* **ASSIGNMENT**
Of all the lines in the material, how many carry the string "Tottus"? Respond with the number by itself.

[DATA IN THIS EXERCISE Boundary: Start]

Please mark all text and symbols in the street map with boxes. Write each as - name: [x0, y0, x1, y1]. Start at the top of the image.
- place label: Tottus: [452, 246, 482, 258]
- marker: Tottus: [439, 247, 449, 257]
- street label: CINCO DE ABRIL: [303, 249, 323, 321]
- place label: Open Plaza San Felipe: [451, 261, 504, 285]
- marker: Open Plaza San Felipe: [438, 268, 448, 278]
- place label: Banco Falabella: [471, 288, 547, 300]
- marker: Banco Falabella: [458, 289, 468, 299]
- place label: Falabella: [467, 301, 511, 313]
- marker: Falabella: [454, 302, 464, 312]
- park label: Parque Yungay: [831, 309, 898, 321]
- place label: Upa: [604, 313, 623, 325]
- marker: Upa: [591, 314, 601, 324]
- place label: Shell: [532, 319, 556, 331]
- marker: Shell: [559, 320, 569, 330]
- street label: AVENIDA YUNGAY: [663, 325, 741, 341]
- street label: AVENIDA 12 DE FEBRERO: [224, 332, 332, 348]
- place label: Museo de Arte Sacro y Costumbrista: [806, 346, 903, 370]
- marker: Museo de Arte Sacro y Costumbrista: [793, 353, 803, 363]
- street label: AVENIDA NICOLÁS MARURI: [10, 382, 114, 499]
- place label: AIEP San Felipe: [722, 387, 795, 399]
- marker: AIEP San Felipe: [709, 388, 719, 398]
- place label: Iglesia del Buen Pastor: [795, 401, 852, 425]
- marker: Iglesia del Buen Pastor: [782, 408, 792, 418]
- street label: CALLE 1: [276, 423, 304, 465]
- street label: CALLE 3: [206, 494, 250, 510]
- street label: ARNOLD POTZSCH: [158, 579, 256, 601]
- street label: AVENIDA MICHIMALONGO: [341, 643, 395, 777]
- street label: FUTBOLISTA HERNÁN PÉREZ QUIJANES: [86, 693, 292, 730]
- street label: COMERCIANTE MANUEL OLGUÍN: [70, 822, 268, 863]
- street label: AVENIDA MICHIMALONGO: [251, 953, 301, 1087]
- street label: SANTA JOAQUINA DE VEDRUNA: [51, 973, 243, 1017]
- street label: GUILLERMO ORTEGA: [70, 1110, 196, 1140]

[DATA IN THIS EXERCISE Boundary: End]

* **RESPONSE TO THIS EXERCISE**
2